In some cases it might be a good idea to use a reverse proxy in front of a web application. Nginx is a very common solution for this scenario these days. As I started with containers for some of my playgrounds, I decided to go this route.
Container security
When looking around to implement a nginx in front of a Docker web application, in most cases nginx itself is also a Docker container.
In my eyes Docker containers have a huge disadvantage. To get updated software (at least security related) into production, you have to hope that your container image is well maintained or you have to care about it yourself. If this not the case, you might worry.
As long as you don't have container solutions deployed in large scale (and make use of automatically rebuilding and deploying your container images) I would recommend to keep the footprint of your containered applications as small as possible from security point of view.

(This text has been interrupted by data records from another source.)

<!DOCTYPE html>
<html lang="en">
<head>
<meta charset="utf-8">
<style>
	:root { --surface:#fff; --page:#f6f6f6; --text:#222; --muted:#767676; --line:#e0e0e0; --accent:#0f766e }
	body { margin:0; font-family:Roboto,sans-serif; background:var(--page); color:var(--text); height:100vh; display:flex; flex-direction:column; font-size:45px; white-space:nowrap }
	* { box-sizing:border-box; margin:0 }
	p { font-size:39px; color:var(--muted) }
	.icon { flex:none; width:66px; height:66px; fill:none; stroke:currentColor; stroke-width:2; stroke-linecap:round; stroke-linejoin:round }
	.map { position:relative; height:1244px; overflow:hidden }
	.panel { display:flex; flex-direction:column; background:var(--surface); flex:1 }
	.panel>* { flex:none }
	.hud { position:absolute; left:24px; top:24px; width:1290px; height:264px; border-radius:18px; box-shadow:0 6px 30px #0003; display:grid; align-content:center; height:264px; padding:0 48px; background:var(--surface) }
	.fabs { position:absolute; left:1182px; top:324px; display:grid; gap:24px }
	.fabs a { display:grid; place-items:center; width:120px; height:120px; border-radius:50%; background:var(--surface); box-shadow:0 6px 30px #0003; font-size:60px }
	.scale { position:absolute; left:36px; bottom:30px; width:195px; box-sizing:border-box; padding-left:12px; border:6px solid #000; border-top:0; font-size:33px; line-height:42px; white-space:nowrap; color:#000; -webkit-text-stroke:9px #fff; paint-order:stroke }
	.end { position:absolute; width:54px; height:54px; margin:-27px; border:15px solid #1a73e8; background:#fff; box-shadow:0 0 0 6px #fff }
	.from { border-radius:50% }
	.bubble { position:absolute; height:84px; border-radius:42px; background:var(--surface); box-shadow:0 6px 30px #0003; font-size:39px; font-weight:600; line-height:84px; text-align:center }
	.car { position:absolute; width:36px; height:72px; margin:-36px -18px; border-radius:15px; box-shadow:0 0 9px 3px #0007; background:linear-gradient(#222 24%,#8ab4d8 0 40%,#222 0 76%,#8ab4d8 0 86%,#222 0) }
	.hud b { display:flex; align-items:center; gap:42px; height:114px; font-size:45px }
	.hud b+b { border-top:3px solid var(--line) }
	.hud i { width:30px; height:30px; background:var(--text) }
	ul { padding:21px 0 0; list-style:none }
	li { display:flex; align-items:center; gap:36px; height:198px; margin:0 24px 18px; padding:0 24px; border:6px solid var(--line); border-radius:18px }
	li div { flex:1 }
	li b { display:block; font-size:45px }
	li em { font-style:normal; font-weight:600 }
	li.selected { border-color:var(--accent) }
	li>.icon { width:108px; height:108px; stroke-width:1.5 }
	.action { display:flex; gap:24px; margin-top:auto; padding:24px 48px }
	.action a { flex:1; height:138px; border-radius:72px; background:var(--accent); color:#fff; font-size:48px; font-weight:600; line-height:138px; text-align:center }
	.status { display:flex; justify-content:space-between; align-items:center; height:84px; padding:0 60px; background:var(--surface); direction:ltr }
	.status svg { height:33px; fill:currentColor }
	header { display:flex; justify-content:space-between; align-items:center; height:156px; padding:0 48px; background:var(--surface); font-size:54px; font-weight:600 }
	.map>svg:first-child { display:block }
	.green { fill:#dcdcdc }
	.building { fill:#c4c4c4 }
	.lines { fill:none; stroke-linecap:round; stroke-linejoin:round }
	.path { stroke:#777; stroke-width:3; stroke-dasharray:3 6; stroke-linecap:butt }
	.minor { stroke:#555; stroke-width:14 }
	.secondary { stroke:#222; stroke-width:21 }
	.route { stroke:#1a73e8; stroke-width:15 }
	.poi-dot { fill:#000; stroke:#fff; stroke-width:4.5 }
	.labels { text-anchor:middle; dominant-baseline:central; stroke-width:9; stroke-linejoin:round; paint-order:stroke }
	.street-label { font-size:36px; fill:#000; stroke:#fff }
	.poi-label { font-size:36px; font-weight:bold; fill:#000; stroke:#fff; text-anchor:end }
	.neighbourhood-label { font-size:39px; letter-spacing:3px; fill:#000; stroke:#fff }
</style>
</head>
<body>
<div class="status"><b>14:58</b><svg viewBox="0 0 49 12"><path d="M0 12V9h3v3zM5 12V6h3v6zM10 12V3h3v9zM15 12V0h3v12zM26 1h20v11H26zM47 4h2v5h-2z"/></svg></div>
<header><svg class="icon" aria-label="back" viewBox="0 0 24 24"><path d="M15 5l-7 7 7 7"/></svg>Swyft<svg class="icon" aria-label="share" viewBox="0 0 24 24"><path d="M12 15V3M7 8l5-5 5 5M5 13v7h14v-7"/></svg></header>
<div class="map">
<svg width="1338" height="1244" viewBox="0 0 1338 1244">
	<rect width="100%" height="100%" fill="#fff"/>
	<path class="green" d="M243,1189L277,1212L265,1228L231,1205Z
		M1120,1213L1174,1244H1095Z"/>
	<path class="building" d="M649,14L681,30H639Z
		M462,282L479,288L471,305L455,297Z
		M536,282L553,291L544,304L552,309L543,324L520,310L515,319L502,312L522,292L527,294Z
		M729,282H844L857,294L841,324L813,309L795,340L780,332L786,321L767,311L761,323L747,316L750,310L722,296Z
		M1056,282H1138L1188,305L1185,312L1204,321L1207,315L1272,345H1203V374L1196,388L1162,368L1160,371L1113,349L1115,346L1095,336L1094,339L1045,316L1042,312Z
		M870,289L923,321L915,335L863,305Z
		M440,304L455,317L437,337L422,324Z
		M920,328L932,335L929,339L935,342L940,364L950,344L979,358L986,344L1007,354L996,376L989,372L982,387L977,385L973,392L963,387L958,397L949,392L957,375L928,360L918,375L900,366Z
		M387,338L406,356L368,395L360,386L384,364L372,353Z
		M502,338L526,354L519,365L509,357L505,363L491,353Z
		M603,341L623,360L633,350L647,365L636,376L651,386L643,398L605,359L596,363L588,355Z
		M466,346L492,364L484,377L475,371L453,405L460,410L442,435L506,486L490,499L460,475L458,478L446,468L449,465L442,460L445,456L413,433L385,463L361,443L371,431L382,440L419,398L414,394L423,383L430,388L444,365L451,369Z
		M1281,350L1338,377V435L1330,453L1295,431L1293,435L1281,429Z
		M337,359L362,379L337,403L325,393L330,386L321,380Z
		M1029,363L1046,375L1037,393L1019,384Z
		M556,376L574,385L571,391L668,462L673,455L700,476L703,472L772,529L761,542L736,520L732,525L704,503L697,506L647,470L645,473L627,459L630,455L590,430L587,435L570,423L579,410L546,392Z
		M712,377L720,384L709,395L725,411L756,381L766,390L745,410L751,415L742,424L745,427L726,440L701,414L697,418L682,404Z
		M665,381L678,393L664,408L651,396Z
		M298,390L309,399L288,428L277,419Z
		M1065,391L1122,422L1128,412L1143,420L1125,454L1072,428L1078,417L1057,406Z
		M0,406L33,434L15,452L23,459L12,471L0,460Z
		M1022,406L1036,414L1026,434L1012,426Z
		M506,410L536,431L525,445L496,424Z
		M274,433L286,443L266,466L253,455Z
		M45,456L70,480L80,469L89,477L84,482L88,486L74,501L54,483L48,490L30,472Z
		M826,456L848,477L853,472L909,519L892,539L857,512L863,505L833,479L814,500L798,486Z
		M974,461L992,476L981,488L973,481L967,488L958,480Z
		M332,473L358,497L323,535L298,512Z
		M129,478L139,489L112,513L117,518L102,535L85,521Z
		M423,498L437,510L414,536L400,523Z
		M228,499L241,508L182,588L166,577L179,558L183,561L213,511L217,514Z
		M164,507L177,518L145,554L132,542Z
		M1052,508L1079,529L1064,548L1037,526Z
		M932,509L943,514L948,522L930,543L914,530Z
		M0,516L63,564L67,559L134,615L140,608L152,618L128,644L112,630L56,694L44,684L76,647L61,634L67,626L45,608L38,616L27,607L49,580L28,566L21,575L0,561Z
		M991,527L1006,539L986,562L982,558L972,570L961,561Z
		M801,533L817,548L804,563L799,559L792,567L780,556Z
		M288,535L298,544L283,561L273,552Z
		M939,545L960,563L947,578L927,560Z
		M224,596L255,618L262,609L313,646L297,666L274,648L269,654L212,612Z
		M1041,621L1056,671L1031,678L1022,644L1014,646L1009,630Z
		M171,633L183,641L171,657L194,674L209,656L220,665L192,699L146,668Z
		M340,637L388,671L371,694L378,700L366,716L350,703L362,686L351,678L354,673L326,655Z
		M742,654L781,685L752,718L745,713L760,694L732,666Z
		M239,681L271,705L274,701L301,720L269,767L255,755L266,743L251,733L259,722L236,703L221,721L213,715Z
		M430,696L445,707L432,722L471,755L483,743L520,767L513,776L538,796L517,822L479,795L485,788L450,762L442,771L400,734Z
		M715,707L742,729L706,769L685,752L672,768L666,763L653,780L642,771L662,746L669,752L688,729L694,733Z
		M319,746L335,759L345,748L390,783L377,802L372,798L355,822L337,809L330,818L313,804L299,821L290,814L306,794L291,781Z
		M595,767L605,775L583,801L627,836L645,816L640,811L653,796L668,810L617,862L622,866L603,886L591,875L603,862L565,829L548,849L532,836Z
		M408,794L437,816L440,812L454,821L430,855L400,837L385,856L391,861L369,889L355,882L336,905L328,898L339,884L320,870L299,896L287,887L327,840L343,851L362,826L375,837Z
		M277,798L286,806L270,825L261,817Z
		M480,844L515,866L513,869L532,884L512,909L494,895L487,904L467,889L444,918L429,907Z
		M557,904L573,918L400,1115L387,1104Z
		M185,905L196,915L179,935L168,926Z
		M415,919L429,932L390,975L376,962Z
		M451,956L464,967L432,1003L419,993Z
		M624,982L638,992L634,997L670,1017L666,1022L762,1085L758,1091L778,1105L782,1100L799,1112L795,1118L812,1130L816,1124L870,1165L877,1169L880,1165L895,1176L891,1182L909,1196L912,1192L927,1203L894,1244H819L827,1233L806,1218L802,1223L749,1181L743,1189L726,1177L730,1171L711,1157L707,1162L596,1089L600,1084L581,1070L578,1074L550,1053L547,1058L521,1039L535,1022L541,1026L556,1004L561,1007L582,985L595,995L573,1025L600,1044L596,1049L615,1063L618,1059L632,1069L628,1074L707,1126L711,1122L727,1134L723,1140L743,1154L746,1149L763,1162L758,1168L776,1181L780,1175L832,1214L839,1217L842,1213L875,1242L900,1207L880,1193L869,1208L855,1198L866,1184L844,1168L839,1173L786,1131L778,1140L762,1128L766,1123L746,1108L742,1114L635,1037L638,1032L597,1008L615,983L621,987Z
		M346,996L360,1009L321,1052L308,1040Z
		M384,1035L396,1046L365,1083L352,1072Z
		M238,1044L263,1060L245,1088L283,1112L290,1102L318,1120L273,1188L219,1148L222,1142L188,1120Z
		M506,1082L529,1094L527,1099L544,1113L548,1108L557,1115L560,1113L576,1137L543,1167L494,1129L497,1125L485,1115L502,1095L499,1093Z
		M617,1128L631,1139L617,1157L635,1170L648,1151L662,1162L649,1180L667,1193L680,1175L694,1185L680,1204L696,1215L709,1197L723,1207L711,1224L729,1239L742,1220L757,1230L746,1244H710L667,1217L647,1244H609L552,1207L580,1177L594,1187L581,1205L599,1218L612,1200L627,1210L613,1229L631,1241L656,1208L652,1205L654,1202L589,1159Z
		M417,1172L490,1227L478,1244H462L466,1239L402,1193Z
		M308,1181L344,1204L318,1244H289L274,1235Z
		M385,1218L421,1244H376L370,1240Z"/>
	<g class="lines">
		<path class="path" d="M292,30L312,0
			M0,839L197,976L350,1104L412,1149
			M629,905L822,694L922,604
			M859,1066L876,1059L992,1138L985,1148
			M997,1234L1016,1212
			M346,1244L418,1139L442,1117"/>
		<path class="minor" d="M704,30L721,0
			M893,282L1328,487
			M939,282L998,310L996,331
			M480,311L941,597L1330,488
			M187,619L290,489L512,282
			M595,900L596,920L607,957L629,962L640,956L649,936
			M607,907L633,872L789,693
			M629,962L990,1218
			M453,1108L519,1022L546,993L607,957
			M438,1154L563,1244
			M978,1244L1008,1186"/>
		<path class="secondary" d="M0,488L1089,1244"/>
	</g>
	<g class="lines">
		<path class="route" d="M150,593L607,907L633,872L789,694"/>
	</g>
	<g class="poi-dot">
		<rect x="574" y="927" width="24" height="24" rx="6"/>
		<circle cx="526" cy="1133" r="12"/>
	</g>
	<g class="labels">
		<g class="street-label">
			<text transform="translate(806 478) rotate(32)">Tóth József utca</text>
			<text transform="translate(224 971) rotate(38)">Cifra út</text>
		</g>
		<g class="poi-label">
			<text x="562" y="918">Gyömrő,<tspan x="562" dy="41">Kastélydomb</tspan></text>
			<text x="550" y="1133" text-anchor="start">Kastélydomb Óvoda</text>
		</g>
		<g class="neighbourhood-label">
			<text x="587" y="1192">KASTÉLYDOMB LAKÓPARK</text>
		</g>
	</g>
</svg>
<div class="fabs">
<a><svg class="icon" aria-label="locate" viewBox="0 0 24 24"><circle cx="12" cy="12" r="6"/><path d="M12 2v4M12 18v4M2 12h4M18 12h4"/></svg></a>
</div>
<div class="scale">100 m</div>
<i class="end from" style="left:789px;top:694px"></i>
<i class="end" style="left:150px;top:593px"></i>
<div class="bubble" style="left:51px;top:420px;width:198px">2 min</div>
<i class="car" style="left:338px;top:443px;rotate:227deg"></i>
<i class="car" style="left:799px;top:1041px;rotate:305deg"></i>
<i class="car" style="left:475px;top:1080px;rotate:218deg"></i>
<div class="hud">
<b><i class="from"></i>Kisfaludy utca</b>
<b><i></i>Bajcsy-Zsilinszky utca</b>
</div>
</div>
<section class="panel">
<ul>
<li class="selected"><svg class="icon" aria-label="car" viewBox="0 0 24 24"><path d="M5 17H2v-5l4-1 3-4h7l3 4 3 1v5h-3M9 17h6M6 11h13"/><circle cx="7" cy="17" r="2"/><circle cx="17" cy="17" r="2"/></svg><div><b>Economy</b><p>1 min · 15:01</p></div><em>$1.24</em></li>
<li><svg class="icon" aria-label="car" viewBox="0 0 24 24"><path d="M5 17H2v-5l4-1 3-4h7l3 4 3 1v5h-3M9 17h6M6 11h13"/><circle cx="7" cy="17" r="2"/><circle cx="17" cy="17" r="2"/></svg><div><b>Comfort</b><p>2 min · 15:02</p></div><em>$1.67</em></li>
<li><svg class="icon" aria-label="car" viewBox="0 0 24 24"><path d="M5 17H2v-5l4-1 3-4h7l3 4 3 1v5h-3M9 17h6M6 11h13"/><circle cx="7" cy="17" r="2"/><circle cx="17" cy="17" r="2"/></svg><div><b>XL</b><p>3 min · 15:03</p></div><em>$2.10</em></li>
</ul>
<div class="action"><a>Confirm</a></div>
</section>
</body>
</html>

So I decided to run my nginx on the same system where the Docker web applications are living, but you can also have it placed on a system in front of your container systems. Updates are supplied via usual Distribution security updates.
Installing nginx
# aptitude install nginx
I don't will advise you on the usual steps about setting up nginx, but will focus on things required to proxy into your container web application.
Configuration of nginx
As our Docker container for Ghost exposes port 2368, we need to define our upstream server. I've done that in conf.d/docker-ghost.conf.
upstream docker-ghost {
server localhost:2368;
}
The vHost configuration can be taken into /etc/nginx/nginx.conf but I would recommend to use a config file in /etc/nginx/sites-available/ instead.
server {
listen 80;
server_name log.cyconet.org;
include /etc/nginx/snippets/ghost_vhost.conf;
location / {
proxy_pass http://docker-ghost;
proxy_set_header Host $http_host; # required for docker client's sake
proxy_set_header X-Real-IP $remote_addr; # pass on real client's IP
proxy_set_header X-Forwarded-For $proxy_add_x_forwarded_for;
proxy_set_header X-Forwarded-Proto $scheme;
proxy_read_timeout 900;
}
}
Let's enable the configuration and reload nginx:
# ln -s ../sites-available/ghost.conf /etc/nginx/sites-enabled/ghost.conf && \
service nginx configtest && service nginx reload
Going further
This is a very basic configuration. You might think about delivering static content (like images) directly from your Docker data volume, caching and maybe encryption.